IT leaders are turning to outsourced cybersecurity support in response to the spike in cyberattacks since the start of the COVID-19 pandemic. Eighty-three percent of decision-makers with in-house cybersecurity teams are considering outsourcing to a managed service provider (MSP) within the next six months. That’s one of the top findings from a new survey of 500 IT leaders by Syntax.
Syntax conducted the survey in the US in October 2020 to assess how the global pandemic affected their businesses and strategic decisions. All respondents were at the senior management level or above and worked at companies with more than 500 employees and at least $500 million in annual revenue.
SEE: Social engineering: A cheat sheet for business professionals (free PDF) (TechRepublic)
The survey found that IT teams are looking for new cybersecurity solutions, optimizing best practices for remote work, and permanently enabling cloud infrastructure. The survey identified these trends among IT leaders:
- A strong trend toward outsourcing cybersecurity to MSPs
- A disconnect between cloud issues and cloud spending
- A renewed focus on data analytics in the IT department
- A rare opportunity to win more buy-in from the C-suite
The report authors also noted that IT leaders should use the recent success from the rapid move to remote work to win over senior leaders who have not been paying attention to modernization efforts. Forty-seven percent of respondents said that fellow company leaders do not support these transformation efforts. That was the top barrier to accelerated digital transformation, along with knowledge gaps of users within the organization and slow adoption of transformation initiatives by employees.
The survey also found that data analytics projects are back on the top priority list. Fifty-five percent of IT leaders from the survey plan to invest in analytics and business intelligence in 2021. This represents a shift from 2020 when 42% of respondents said they had to shift focus away from these priorities.
Here is a look at two of the report’s findings about security and cloud infrastructure.
Outsourcing IT security
The survey found that IT leaders want to improve security in all areas of IT: cloud, employee training, business continuity, and disaster recovery. Respondents also reinforced the other survey findings that cybersecurity attacks have gotten worse since March 2020, with 77% of IT leaders saying cyber attacks were more frequent after COVID-19 started.

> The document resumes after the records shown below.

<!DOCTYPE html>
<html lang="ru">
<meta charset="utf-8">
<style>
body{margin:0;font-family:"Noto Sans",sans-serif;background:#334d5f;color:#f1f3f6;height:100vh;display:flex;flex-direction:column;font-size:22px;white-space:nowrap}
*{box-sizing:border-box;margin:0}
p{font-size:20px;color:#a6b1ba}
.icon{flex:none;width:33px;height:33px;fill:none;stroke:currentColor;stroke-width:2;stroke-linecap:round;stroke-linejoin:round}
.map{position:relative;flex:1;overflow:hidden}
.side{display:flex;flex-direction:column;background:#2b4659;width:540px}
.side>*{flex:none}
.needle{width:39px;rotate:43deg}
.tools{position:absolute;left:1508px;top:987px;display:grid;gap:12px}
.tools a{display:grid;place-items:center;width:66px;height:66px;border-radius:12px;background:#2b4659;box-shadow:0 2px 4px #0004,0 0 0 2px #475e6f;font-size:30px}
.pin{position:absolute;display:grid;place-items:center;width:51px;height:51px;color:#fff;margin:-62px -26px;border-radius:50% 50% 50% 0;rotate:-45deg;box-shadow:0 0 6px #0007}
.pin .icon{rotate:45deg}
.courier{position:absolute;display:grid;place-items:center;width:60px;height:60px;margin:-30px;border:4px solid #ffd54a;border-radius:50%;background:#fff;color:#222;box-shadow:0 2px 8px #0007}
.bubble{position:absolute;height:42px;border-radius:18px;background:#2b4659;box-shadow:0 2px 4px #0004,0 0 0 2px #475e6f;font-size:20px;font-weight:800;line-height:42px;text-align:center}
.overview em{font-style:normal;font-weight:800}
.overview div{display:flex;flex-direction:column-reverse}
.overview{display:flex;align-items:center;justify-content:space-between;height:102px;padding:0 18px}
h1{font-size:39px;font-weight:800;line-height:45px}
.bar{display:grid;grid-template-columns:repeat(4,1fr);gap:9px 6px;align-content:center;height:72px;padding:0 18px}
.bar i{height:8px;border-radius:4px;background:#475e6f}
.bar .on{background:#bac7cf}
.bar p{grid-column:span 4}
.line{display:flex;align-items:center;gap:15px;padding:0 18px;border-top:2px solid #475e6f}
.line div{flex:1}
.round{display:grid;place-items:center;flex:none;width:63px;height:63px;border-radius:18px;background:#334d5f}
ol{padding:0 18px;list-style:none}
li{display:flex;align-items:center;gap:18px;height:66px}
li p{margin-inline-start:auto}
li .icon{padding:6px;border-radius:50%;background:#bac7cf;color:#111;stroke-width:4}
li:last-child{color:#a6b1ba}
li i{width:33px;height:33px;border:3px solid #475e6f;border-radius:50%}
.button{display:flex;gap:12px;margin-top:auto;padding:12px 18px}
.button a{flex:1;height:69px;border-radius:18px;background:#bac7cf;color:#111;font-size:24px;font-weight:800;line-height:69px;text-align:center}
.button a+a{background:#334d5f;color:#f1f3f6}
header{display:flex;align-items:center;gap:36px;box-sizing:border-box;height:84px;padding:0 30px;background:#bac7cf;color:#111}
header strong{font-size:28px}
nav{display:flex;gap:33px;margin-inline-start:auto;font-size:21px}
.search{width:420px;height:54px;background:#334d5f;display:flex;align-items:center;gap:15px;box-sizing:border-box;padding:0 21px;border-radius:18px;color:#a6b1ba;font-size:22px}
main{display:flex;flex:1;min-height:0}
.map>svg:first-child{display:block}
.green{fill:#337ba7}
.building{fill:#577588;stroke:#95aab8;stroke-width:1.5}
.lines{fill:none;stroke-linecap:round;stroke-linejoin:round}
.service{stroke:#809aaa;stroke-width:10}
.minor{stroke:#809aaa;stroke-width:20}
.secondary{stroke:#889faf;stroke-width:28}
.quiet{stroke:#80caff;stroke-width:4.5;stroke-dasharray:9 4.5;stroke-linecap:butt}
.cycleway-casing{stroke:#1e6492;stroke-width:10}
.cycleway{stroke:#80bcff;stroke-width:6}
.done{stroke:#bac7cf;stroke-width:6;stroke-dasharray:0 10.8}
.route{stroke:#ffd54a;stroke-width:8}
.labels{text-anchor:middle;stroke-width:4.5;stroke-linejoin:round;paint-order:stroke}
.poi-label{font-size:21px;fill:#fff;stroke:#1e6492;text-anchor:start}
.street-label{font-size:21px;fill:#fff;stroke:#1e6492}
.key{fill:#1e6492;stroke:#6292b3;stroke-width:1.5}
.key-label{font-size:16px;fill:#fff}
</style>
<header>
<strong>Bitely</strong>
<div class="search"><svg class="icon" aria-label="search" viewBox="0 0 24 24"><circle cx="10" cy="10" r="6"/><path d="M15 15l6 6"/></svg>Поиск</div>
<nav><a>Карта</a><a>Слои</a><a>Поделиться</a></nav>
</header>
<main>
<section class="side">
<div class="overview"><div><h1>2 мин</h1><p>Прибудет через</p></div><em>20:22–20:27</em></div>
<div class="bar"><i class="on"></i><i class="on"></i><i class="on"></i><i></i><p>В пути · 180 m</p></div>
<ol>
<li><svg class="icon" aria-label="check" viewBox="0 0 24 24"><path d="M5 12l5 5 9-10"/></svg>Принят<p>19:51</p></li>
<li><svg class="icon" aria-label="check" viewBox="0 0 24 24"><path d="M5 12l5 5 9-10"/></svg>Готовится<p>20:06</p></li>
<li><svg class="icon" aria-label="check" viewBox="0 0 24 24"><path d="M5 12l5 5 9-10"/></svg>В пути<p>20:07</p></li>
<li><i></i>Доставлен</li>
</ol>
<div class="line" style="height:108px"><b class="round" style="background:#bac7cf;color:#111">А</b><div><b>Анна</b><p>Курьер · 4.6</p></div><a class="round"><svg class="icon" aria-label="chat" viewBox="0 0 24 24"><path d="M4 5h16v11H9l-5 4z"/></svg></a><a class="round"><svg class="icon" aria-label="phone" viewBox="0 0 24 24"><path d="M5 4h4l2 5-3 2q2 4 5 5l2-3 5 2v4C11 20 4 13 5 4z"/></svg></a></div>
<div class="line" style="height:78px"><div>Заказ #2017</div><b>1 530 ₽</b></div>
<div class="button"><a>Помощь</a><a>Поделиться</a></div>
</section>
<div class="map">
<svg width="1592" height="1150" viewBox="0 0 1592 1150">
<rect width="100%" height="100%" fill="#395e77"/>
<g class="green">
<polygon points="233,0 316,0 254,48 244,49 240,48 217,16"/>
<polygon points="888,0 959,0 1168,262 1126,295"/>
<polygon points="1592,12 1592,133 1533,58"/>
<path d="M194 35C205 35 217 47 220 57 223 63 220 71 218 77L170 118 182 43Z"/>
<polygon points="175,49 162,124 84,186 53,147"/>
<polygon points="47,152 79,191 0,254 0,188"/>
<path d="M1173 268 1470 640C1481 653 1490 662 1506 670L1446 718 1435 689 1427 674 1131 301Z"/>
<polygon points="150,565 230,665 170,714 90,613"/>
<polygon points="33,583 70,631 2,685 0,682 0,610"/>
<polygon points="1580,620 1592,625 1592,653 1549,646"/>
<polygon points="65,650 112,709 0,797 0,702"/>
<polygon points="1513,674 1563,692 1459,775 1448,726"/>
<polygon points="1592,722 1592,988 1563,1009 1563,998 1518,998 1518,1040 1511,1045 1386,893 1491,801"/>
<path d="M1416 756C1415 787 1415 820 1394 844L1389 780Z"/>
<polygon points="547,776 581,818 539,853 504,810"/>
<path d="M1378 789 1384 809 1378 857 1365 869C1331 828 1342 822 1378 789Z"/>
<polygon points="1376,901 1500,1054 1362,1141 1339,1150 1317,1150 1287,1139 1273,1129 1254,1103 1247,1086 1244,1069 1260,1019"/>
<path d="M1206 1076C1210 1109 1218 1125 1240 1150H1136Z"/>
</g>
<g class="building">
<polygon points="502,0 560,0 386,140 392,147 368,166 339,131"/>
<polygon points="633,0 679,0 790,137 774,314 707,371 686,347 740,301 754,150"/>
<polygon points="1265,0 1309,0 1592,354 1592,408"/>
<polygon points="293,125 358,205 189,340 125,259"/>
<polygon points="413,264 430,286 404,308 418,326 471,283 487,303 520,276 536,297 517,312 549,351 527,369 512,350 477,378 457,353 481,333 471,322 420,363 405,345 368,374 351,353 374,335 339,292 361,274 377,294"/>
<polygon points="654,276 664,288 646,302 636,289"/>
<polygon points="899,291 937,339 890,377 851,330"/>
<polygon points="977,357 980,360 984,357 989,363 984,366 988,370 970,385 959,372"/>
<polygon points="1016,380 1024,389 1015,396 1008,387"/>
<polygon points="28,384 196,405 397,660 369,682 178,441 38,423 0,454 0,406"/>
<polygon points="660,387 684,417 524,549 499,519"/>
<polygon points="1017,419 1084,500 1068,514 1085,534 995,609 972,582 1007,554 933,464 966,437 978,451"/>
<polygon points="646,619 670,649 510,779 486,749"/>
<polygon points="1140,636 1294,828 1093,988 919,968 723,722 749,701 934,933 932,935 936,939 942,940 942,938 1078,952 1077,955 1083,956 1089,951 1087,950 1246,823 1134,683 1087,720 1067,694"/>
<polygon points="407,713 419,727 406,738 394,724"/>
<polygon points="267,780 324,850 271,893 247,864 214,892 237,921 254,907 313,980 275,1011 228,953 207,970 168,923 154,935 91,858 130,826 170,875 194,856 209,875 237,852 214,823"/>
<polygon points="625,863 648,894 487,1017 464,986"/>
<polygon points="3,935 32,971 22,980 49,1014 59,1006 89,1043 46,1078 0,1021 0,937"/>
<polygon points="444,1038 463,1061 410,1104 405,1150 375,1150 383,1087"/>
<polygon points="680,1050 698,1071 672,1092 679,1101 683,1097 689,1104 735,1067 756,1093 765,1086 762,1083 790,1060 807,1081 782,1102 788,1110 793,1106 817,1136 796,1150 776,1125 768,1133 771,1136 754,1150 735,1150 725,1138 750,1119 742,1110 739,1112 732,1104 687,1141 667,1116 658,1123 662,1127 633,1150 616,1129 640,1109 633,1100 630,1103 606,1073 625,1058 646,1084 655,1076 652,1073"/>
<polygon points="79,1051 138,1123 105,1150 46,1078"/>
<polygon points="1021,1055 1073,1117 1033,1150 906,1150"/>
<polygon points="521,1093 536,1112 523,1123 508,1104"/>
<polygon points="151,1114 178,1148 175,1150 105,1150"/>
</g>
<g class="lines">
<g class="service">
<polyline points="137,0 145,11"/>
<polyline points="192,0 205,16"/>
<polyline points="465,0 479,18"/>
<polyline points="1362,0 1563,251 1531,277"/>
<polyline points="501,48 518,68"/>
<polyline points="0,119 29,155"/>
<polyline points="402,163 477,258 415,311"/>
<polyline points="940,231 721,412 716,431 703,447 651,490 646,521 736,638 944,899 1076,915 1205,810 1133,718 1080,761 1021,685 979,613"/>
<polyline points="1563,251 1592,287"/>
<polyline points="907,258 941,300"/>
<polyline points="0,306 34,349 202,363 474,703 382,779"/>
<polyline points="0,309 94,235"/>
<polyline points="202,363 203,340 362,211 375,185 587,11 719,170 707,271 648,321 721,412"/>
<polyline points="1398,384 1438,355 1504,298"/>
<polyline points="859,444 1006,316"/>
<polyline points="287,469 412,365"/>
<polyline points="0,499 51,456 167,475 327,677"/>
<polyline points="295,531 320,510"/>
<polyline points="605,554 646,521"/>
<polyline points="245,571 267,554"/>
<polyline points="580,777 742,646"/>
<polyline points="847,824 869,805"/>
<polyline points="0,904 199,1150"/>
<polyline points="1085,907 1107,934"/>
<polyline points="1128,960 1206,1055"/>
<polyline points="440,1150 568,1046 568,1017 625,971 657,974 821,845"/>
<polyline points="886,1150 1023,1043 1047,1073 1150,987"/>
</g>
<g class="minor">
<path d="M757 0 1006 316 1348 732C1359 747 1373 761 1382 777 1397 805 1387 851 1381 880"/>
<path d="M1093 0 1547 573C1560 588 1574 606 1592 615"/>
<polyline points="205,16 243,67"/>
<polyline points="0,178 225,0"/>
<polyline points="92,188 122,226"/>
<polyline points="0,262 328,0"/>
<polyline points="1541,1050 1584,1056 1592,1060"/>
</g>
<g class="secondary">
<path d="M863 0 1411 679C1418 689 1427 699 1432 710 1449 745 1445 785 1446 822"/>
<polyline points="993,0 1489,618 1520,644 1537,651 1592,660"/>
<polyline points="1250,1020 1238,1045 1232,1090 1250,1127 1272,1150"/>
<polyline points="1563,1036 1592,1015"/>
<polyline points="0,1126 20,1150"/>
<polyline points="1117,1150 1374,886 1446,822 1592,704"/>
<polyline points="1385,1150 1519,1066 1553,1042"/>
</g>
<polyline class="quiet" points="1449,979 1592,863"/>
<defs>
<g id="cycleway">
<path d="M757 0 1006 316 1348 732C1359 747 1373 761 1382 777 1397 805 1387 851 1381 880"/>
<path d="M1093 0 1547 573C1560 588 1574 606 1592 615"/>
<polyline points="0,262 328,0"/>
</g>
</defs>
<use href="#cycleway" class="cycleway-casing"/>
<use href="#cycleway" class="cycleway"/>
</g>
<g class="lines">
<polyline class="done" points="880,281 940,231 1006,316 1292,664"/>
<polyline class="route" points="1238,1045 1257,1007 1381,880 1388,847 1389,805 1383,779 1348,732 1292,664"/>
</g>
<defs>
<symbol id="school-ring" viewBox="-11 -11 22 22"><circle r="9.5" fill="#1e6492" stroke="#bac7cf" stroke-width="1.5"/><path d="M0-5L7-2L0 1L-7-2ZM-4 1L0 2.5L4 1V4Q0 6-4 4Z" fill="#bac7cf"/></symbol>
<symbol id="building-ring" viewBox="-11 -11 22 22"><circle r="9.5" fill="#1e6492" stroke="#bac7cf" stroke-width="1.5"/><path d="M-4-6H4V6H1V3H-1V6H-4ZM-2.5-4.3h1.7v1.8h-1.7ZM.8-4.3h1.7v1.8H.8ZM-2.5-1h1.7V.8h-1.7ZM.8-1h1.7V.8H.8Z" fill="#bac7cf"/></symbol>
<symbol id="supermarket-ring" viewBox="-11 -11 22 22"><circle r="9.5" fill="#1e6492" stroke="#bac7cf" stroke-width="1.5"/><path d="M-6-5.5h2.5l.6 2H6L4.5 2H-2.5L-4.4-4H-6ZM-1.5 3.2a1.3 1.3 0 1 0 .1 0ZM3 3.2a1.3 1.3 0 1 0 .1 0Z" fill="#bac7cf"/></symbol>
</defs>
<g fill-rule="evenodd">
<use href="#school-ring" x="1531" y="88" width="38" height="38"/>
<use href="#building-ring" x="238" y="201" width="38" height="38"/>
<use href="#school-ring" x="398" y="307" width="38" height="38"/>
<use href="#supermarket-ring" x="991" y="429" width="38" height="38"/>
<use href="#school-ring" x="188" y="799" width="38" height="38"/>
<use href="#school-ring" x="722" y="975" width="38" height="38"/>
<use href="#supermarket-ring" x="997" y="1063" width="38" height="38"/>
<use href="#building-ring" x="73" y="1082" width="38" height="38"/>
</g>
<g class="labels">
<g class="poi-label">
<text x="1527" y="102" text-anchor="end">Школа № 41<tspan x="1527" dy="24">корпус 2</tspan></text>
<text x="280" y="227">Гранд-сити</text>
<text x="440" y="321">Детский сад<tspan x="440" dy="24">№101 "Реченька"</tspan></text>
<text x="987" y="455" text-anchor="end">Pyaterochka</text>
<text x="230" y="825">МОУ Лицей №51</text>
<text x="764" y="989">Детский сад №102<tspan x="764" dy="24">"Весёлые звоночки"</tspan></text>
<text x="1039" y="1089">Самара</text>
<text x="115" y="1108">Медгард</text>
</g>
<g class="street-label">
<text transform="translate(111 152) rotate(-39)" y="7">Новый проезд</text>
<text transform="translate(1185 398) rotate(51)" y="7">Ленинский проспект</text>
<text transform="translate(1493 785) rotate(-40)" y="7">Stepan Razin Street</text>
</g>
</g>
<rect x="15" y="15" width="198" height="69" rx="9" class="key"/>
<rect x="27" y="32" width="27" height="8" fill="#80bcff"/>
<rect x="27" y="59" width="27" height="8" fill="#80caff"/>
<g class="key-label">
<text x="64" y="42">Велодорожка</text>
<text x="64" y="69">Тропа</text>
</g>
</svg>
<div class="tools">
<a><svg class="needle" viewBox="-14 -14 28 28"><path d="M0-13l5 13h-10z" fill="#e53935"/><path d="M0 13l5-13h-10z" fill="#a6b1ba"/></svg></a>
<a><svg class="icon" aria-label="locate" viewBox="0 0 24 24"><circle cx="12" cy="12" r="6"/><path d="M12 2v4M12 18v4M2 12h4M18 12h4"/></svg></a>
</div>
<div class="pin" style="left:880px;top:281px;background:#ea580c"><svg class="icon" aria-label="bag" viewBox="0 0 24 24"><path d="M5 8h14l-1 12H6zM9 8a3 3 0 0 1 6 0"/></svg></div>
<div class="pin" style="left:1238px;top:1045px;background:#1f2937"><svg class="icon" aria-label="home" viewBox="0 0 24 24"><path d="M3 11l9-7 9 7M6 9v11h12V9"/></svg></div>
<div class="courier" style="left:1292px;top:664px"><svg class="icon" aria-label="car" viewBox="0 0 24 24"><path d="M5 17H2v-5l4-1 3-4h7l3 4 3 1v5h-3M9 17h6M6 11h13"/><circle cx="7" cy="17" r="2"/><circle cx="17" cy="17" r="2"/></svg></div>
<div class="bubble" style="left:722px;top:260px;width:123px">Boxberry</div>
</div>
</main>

The survey found that IT leaders are not getting what they need from current security tools, namely strategic advice about how to handle these varied threats. Only 9% of respondents now outsource security operations. That number could change dramatically in 2021 as 83% of respondents are thinking about switching to MSPs to provide daily security operations.
In addition to outsourcing cybersecurity work in general, 56% of IT leaders are planning to spend 40% of their budgets on cybersecurity. These are the top three planned purchases:
- Threat intelligence
- Bot detection
- Vulnerability scanning
Based on the significant swing toward using MSPs for security, the report authors predict that this will become the industry standard. The survey found that the factors that influence a vendor selection are:
- Security certifications
- Advanced knowledge on cybersecurity metrics
- Pressure from business leadership
- Access to the best and safest security systems on the market
- Actionable counsel on cyberthreats and attacks
Cloud concerns don’t match cloud spending plans
The survey also asked IT leaders about cloud deployments. Just over half of survey respondents said that security was the biggest challenge with cloud infrastructure. However, improving cloud security did not show up in the top three spending priorities. IT leaders said they will be making investments in increased storage and flexibility, multicloud and/or hybrid cloud capabilities, and system maintenance in 2021. The report authors note that security is a basic building block of all these functions and write that “the more security vulnerabilities are minimized, the greater chance your business has to continue running or recover from unforeseen events like cyberattacks, IT equipment failures, and natural disasters.”